Meditazione sul Vangelo di Gv 10,1-10
La “porta” che apre alla vita eterna.
L’evangelista Giovanni, subito dopo il racconto del cieco nato, riporta il discorso di Gesù sulla “porta delle pecore” e sul “Buon Pastore”. Il cieco nato è espulso dalla sinagoga per la sua professione di fede nel Messia (Gv 9,30-34); è stato scomunicato, allontanato dalla comunità; potrebbe essere considerato come una pecora sbandata, senza pastore e senza gregge. Chi crede in Gesù, però, entra nell’ovile di Dio attraverso la porta di vita e di salvezza che è il Cristo, anzi, diventa una pecora del Buon Pastore.

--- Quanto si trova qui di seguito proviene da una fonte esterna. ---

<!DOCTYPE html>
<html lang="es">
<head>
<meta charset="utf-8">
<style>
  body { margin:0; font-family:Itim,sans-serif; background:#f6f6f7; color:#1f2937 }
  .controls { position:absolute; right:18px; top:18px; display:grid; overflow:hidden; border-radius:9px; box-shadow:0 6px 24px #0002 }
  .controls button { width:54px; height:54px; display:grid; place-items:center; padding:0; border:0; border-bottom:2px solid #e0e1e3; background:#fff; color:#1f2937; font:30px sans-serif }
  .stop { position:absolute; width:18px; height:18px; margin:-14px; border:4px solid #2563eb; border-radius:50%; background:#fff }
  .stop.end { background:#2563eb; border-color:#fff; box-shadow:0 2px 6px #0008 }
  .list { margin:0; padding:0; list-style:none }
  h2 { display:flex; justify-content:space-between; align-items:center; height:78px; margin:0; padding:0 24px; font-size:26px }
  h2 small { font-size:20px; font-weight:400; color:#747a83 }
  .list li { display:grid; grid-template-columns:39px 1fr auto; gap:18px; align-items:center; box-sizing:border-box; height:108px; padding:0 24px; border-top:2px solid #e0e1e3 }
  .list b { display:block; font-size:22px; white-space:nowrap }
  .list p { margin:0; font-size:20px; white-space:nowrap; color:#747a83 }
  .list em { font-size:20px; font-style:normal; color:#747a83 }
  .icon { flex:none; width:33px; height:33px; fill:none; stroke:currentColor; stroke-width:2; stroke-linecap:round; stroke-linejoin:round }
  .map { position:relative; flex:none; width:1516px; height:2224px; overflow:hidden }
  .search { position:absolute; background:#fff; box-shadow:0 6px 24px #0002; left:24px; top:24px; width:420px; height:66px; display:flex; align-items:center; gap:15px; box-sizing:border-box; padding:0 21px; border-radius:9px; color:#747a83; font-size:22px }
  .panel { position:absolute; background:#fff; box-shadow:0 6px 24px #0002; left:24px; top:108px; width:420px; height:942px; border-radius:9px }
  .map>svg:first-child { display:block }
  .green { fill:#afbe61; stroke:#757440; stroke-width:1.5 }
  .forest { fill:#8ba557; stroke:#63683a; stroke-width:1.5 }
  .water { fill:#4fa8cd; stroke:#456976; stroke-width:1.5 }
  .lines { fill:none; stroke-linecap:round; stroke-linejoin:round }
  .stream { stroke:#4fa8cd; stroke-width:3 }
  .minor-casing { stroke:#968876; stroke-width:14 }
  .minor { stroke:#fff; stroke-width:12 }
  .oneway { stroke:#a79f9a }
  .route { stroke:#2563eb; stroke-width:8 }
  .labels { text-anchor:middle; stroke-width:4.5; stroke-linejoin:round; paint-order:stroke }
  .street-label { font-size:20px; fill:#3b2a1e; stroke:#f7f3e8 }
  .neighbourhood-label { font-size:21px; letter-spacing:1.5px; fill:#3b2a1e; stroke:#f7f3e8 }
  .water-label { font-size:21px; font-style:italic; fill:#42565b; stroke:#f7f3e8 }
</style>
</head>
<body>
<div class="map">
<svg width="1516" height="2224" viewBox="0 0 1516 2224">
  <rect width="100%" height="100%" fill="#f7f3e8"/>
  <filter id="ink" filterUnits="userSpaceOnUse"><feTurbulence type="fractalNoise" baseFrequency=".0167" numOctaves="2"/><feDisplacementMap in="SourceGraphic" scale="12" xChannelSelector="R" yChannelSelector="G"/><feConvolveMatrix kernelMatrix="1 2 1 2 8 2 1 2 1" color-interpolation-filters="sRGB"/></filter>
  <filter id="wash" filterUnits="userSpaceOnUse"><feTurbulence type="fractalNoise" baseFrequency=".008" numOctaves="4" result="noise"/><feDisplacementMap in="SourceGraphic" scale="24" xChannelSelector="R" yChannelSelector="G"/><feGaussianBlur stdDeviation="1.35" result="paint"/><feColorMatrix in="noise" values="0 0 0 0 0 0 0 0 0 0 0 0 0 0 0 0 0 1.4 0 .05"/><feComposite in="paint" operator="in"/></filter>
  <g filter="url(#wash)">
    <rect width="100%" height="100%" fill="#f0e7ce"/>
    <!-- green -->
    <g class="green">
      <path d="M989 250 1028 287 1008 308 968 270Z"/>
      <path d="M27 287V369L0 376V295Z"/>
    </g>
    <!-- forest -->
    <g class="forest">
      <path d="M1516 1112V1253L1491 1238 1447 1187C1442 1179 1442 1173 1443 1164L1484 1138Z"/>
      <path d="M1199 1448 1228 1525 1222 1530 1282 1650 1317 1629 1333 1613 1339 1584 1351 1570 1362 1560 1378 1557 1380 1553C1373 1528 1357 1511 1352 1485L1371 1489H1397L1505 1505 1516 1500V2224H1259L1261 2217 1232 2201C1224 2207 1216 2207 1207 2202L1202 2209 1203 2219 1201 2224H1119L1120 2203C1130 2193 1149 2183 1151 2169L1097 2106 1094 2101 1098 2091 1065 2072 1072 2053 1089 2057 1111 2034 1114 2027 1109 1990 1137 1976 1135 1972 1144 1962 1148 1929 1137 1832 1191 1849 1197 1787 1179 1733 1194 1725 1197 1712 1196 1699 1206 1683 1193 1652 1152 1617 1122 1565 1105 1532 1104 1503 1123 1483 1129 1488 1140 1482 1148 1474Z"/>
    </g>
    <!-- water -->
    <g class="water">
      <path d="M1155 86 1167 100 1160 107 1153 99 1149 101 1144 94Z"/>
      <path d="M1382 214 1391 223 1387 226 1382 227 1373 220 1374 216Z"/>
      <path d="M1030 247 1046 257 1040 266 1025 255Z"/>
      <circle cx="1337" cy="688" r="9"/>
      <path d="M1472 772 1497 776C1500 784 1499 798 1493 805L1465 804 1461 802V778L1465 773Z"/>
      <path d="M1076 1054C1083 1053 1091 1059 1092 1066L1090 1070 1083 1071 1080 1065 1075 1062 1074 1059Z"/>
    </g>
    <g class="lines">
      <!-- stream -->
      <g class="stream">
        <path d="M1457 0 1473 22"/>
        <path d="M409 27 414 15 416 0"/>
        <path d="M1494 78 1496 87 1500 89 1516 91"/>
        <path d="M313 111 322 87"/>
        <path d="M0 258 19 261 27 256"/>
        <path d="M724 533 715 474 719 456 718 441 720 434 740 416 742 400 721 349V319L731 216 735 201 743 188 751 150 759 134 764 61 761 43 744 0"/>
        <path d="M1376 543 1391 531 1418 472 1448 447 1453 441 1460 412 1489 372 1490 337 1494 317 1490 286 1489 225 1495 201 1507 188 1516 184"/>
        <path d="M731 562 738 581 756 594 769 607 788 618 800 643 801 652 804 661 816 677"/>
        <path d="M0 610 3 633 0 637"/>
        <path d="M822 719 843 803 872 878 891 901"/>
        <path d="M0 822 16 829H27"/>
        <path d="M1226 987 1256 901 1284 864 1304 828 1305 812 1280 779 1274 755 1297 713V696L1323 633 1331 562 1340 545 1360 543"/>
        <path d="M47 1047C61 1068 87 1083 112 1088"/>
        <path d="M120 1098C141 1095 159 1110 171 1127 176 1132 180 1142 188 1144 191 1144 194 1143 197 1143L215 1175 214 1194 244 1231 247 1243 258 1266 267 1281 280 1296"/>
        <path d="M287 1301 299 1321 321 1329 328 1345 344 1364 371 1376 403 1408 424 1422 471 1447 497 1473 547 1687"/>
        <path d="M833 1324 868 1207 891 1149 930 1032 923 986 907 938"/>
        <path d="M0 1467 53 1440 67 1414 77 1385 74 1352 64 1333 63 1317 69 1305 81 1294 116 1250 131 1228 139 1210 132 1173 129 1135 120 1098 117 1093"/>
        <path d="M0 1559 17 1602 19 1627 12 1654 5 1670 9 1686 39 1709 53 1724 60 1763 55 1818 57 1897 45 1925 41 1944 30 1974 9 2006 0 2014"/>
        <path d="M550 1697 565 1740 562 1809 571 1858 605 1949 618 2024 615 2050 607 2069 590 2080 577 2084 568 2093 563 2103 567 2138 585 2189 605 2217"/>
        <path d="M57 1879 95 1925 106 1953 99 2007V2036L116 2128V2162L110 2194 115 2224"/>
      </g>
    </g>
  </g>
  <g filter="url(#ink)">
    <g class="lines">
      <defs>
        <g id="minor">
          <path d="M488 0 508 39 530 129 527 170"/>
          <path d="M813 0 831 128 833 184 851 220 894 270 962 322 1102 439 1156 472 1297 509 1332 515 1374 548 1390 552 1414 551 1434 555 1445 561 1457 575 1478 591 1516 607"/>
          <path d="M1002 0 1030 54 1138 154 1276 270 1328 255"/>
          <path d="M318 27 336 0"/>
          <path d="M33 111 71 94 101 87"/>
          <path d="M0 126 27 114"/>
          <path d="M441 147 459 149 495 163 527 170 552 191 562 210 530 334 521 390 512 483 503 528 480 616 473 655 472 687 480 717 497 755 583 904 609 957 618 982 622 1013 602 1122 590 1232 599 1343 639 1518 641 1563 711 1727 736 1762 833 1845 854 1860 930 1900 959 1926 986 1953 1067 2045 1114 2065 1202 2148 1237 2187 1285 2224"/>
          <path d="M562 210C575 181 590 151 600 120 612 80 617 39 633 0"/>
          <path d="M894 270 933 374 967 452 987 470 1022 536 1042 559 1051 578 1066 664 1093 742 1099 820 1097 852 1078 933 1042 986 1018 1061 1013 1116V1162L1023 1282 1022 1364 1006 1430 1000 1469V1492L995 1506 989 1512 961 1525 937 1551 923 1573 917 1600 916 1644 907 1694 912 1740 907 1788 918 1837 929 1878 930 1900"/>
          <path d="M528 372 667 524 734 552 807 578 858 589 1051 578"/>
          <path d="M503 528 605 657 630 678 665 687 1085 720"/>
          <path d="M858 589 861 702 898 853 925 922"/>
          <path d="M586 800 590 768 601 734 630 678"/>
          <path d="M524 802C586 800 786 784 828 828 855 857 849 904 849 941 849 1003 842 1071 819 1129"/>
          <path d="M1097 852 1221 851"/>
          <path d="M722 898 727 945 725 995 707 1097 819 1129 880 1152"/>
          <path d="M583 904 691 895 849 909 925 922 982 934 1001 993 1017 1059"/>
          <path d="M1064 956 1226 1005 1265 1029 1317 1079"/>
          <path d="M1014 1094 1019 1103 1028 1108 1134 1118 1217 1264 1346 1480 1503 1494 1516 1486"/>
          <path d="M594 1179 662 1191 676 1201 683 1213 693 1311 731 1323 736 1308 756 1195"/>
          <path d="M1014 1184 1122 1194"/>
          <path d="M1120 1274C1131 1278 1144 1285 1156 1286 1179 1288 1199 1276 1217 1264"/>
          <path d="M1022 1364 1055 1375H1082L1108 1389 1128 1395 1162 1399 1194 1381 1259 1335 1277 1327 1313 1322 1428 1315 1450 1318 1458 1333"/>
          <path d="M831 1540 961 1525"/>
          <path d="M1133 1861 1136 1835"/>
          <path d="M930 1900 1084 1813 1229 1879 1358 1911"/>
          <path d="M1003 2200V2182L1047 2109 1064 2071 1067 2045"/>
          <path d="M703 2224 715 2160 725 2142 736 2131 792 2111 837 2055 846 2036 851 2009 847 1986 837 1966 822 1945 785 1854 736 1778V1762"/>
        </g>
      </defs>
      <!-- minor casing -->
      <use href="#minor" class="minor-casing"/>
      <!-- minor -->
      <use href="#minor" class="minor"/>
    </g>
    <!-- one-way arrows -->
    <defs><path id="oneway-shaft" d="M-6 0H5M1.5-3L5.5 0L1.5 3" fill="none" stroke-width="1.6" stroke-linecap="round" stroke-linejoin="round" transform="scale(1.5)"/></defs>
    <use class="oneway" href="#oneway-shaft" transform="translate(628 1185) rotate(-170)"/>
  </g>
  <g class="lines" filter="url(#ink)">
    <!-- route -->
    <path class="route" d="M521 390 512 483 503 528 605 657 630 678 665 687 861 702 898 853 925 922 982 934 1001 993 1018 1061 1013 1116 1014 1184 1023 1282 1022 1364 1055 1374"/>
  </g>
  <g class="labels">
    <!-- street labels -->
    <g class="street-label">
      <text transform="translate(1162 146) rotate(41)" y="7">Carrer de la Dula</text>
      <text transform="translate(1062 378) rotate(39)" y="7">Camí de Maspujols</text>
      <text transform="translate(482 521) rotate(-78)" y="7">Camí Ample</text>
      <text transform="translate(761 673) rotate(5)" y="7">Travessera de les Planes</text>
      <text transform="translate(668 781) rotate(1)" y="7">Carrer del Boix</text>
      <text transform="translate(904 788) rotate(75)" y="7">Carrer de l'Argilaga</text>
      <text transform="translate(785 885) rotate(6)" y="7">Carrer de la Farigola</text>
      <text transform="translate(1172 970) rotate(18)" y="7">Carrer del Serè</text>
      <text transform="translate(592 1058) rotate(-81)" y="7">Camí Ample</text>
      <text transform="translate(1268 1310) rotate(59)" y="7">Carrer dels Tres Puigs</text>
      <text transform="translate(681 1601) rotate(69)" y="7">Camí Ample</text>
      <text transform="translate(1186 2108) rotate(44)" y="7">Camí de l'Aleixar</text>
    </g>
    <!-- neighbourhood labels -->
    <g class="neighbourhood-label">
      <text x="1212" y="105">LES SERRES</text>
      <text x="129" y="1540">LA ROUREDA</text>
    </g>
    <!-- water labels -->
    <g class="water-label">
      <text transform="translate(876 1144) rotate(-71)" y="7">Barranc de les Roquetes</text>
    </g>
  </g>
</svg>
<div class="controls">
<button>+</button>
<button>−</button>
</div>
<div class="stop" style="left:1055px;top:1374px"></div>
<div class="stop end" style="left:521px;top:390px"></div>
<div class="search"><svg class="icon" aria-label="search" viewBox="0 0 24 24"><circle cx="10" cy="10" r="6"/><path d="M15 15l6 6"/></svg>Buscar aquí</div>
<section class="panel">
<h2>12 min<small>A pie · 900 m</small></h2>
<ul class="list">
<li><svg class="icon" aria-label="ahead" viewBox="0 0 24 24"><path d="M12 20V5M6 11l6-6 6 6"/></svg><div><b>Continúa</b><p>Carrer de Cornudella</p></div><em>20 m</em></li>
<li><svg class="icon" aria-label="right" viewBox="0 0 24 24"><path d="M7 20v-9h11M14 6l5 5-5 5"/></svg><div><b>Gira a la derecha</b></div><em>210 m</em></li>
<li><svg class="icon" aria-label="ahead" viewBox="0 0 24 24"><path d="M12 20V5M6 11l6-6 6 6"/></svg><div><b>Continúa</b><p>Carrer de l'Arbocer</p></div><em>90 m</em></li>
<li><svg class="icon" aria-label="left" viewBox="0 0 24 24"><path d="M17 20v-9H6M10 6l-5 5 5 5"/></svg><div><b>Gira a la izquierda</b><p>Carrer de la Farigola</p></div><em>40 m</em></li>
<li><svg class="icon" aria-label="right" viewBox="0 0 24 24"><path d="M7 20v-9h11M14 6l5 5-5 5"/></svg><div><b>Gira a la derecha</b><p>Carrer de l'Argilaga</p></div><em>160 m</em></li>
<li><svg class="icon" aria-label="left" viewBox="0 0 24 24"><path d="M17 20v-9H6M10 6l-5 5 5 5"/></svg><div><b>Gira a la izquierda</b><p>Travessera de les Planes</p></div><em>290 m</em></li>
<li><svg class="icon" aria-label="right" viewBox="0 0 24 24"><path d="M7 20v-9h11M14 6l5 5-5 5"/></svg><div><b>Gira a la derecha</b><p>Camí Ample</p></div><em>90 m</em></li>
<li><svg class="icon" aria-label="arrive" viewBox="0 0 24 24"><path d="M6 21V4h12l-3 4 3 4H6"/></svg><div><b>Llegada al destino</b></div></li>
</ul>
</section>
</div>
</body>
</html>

Gesù, quale Buon Pastore, è legato alle sue “pecore”, gli uomini, con la conoscenza personale e con l’amore per ciascuna, tanto che giungerà al dono totale di sé per la loro salvezza. Il Buon Pastore chiama tutte le “pecore” a quel destino universale di salvezza cui il Padre le ha convocate per mezzo della fede in Cristo. C’è, dunque, un solo Pastore, che è Cristo, Messia di tutte le “pecore”, siano esse provenienti dal “recinto” della casa d’Israele come da altri “recinti”. Tutte le “pecore” che ascoltano la sua voce sono raccolte in un unico “gregge” per formare così il nuovo popolo di Dio, popolo di salvati che trova la propria coesione per mezzo della fede in Lui. Tutte le “pecore” sono attente alla voce del Buon Pastore: lo guardano, lo ascoltano, lo seguono perché sono docili al suo volere. Egli è il punto di attrazione, la loro sicurezza, perché Egli è la “loro porta ed il loro ovile”. Questa Parola ci apre a comprendere come Cristo sia il punto di riferimento di tutta la storia umana, e, al tempo stesso, ci chiama a vivere di conseguenza. Si tratta di arrivare, attraverso le Scritture, a Colui che ci ama. E, poi, il fatto che il Pastore “chiami le pecore una per una…” indica l’esperienza profonda di comunione che è il cuore dell’esperienza della Parola: l’atto personale di chi crede non si ferma all’enunciato dottrinale, ma va, come chi è innamorato, alla ricerca del volto di Dio.
Lunedì 09 Maggio
S. Pacomio; S. Isaia pr.; B. Forte Gabrielli
4.a di Pasqua
At 11,1-18; Sal 41 e 42; Gv 10,1-10 (B,C) Gv 10,11-18 (A)
L’anima mia ha sete di Dio, del Dio vivente
Io sono il buon pastore, dice il Signore; conosco le mie pecore e le mie pecore conoscono me.
(Giovanni 10,14)
SALMO RESPONSORIALE (Salmi 41 e 42)
Rit: L’anima mia ha sete di Dio, del Dio vivente.
Come la cerva anela ai corsi d’acqua,
così l’anima mia anela a te, o Dio.
L’anima mia ha sete di Dio, del Dio vivente:
quando verrò e vedrò il volto di Dio?
Manda la tua luce e la tua verità:
siano esse a guidarmi,
mi conducano alla tua santa montagna,
alla tua dimora.
Verrò all’altare di Dio,
a Dio, mia gioiosa esultanza.
A te canterò sulla cetra,
Dio, Dio mio.
Io sono il buon pastore, dice il Signore; conosco le mie pecore e le mie pecore conoscono me.